Clay Particles Could Help Repair Damaged Bone Tissue

Gels made from clay could provide an environment that would stimulate stem cells to regenerate damaged tissues such as bone, skin, heart, spinal cord, liver, pancreas and cornea.

Researchers at the University of Southampton in the United Kingdom believe that clay particles’ ability to bind to biological molecules could be used to stimulate the stem cell regeneration process.

“Clay particles encourage molecules to bind to them. This interaction is now routinely harnessed in the design of tablets to carefully control the release and action of a drug,” explained Dr. Jon Dawson, who is leading the research. “We will use this mechanism to see if we can encourage stem cells to grow new tissue.”

The project, funded by a £1.4m grant from the Engineering and Physical Sciences Research Council, aims to create tailormade micro-environments to foster stem cell regeneration. The team will use clay gels both to explore the biological signals necessary to successfully control stem cell behaviour for regeneration and also to provide stem cells with signals to stimulate regeneration in the body.

The approach will first be applied to regenerate bone lost to cancer or hip replacement failure. If successful, the same technology may be applied to harness stem cells for the treatment of different scenarios, from burn victims to those suffering with diabetes or Parkinson’s.

Dawson will be working with Professor Richard Oreffo of the Bone and Joint Research Group at the University of Southampton to explore the application of this technology in orthopedics. “Fractures and bone loss due to trauma or disease are a significant clinical and socioeconomic problem,” Dawson said. “Clay particles could offer an improved way of stimulating stem cells at the point of injury, which will be better for the patient’s recovery.”

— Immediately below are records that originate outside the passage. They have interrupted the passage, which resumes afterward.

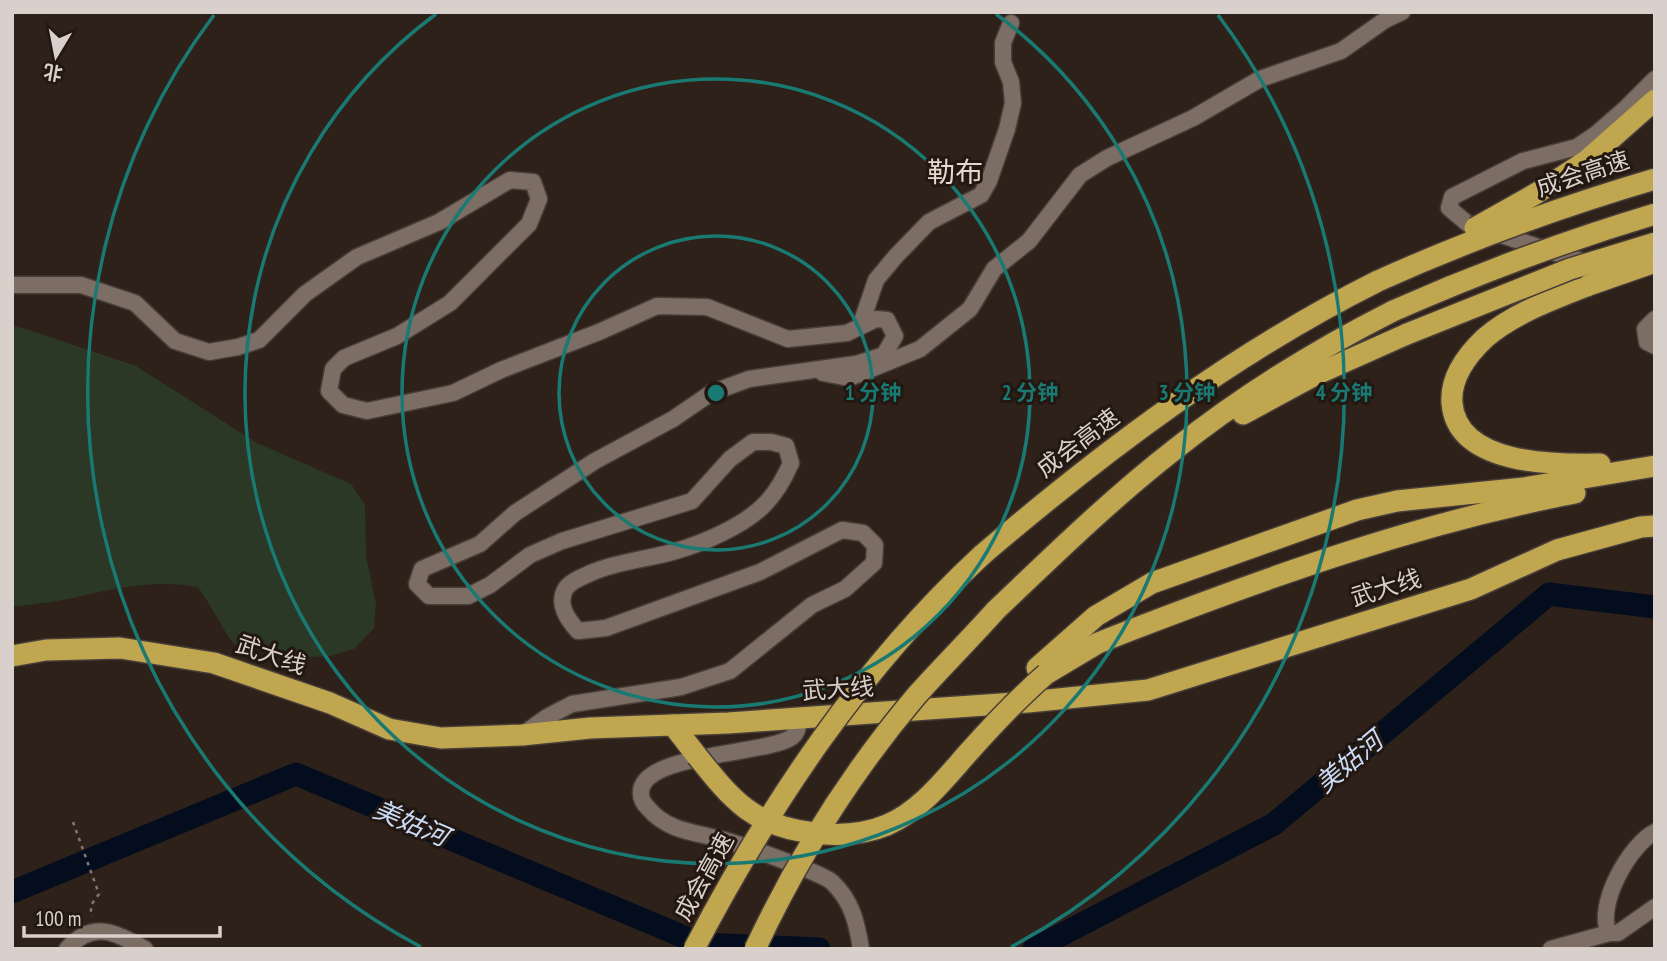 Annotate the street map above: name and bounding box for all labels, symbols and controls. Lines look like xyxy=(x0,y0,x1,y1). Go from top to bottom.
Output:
north arrow xyxy=(21,21,91,91)
text: 北 xyxy=(42,59,64,86)
street label: 成会高速 xyxy=(1532,144,1633,203)
district label: 勒布 xyxy=(927,153,983,190)
text: 1 分钟 xyxy=(845,379,901,406)
text: 2 分钟 xyxy=(1002,379,1058,406)
text: 3 分钟 xyxy=(1159,379,1215,406)
text: 4 分钟 xyxy=(1316,379,1372,406)
centre of rings xyxy=(704,381,728,405)
street label: 成会高速 xyxy=(1030,401,1125,484)
street label: 武大线 xyxy=(1347,562,1425,613)
street label: 武大线 xyxy=(232,628,310,681)
street label: 武大线 xyxy=(801,671,875,706)
water label: 美姑河 xyxy=(1308,721,1393,799)
water label: 美姑河 xyxy=(369,792,458,855)
street label: 成会高速 xyxy=(667,827,740,926)
scale bar xyxy=(24,894,220,938)
text: 100 m xyxy=(35,905,81,932) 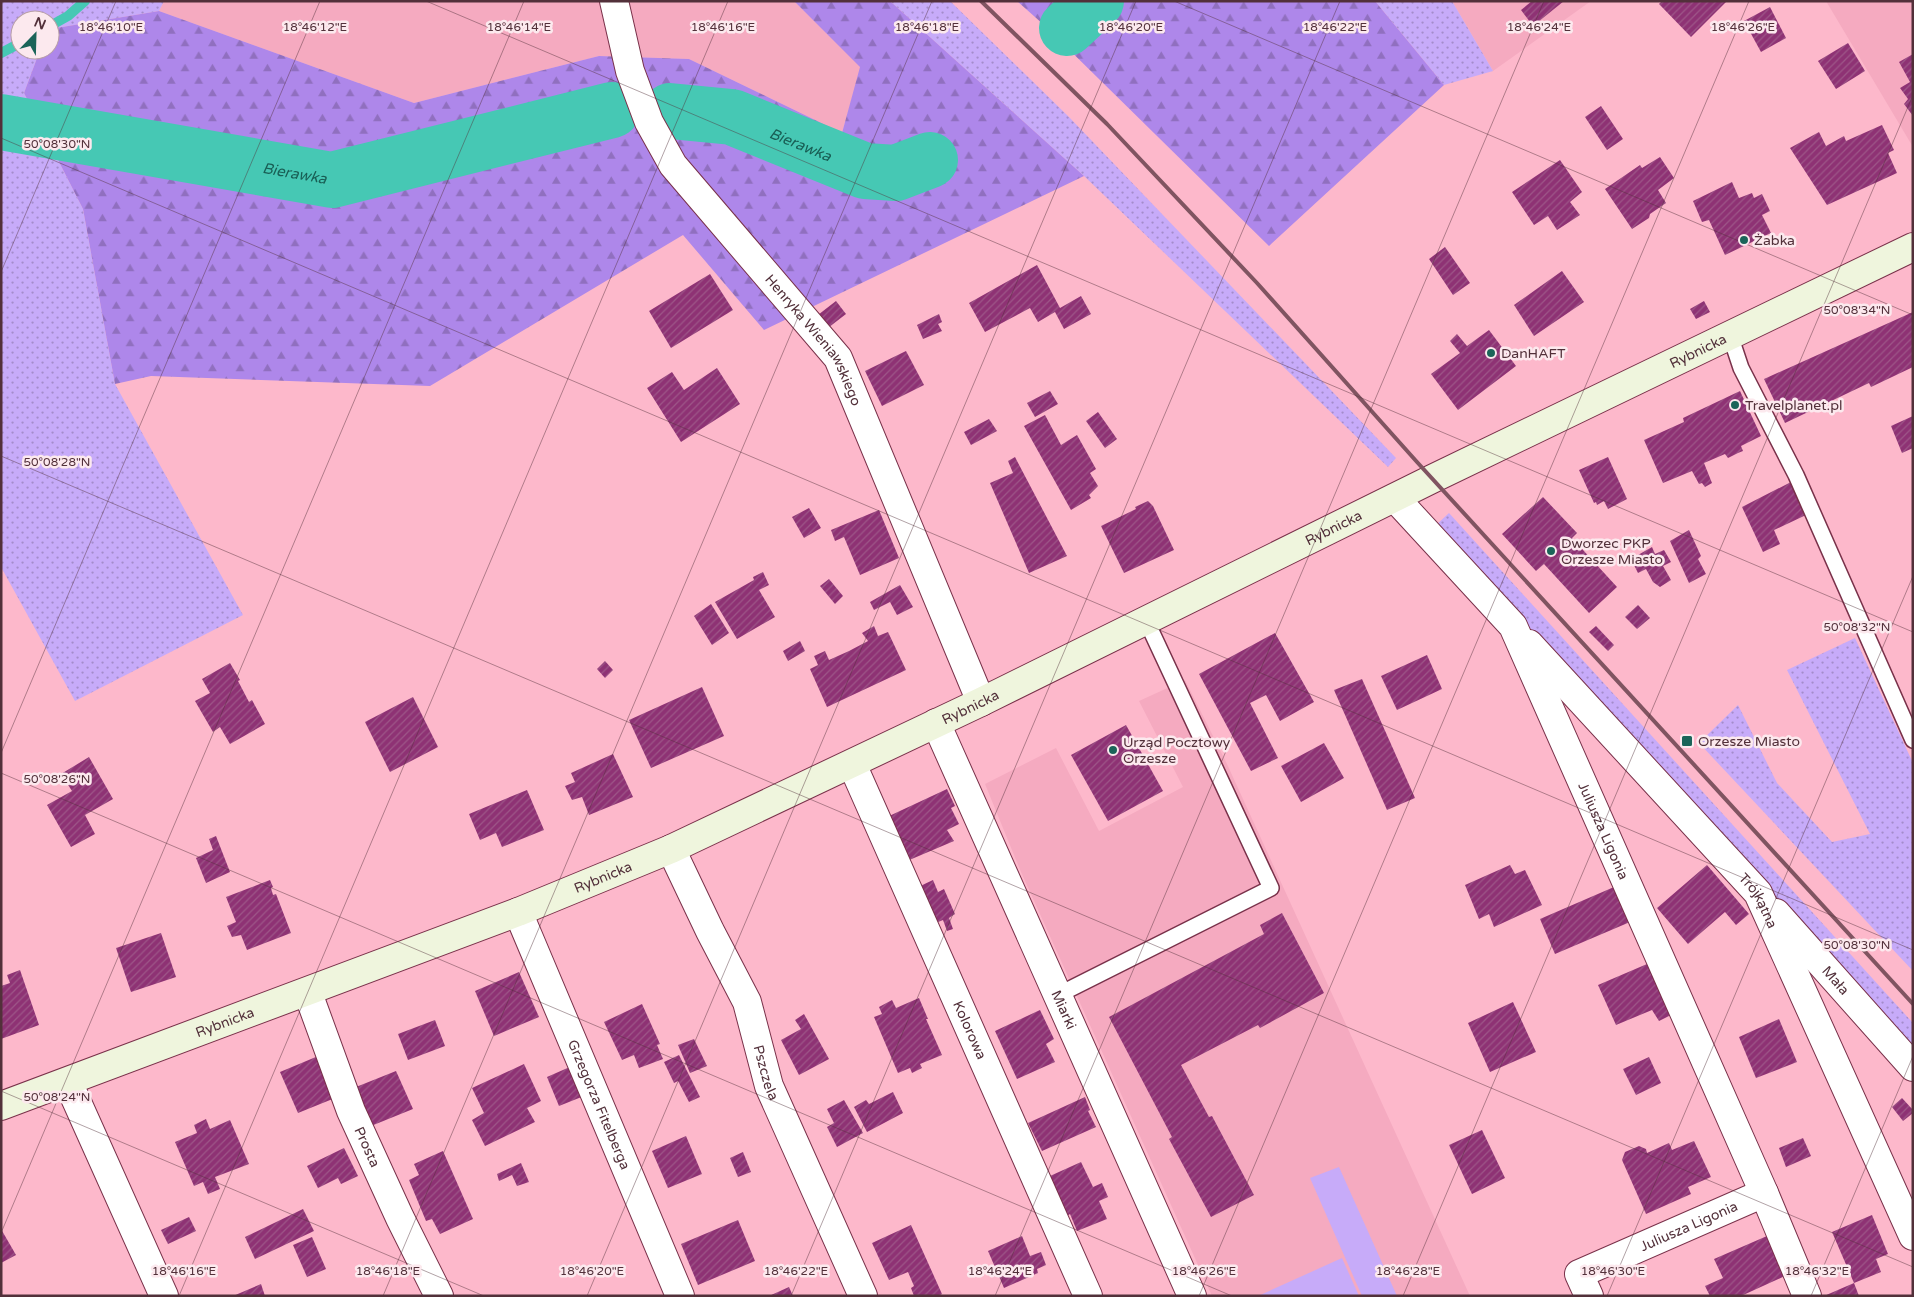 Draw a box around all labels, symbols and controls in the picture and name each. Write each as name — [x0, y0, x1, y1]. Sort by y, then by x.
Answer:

Dawson believes the rich electrostatic properties of nano scale clay particles, which are one millionth of a millimetre, could overcome two challenges in the development of stem-cell based regenerative therapies.

The first challenge-–to deliver and hold stem cells at the right location in the body-–would be met by the ability of clay to self-organise into gels via the electrostatic interactions of the particles with each other. Cells mixed with a low concentration of clay particles gelled in water, can be injected into the body and held in the right place by the gel, eliminating, in many situations, the need for surgery.

Clay particles can also interact with large structural molecules (polymers) which frequently are used in the development of scaffolds that stem cells grow on. These interactions can greatly improve the scaffold’s strength and could be applied to preserve their stability at the site of injury until regeneration is complete.

While several gels and scaffold materials have been designed to deliver and hold stem cells at the site of regeneration, the ability of clay nanoparticles to overcome a second critical hurdle facing stem-cell therapy is what makes them especially promising.

“The carefully controlled provision of key biological signalling molecules is essential to directing the activity of stem-cells,”Dawson noted. “However, conventional injectable gel materials are often poor at retaining these biological signals at the site of injury-–they can hold and deliver cells, but the molecules that stimulate the cells diffuse away when placed in the body. The ability of clay nanoparticles to bind biological molecules presents a unique opportunity to control the local environment at a site of injury or disease to stimulate and control stem-cell driven repair. This is something we are very excited about.”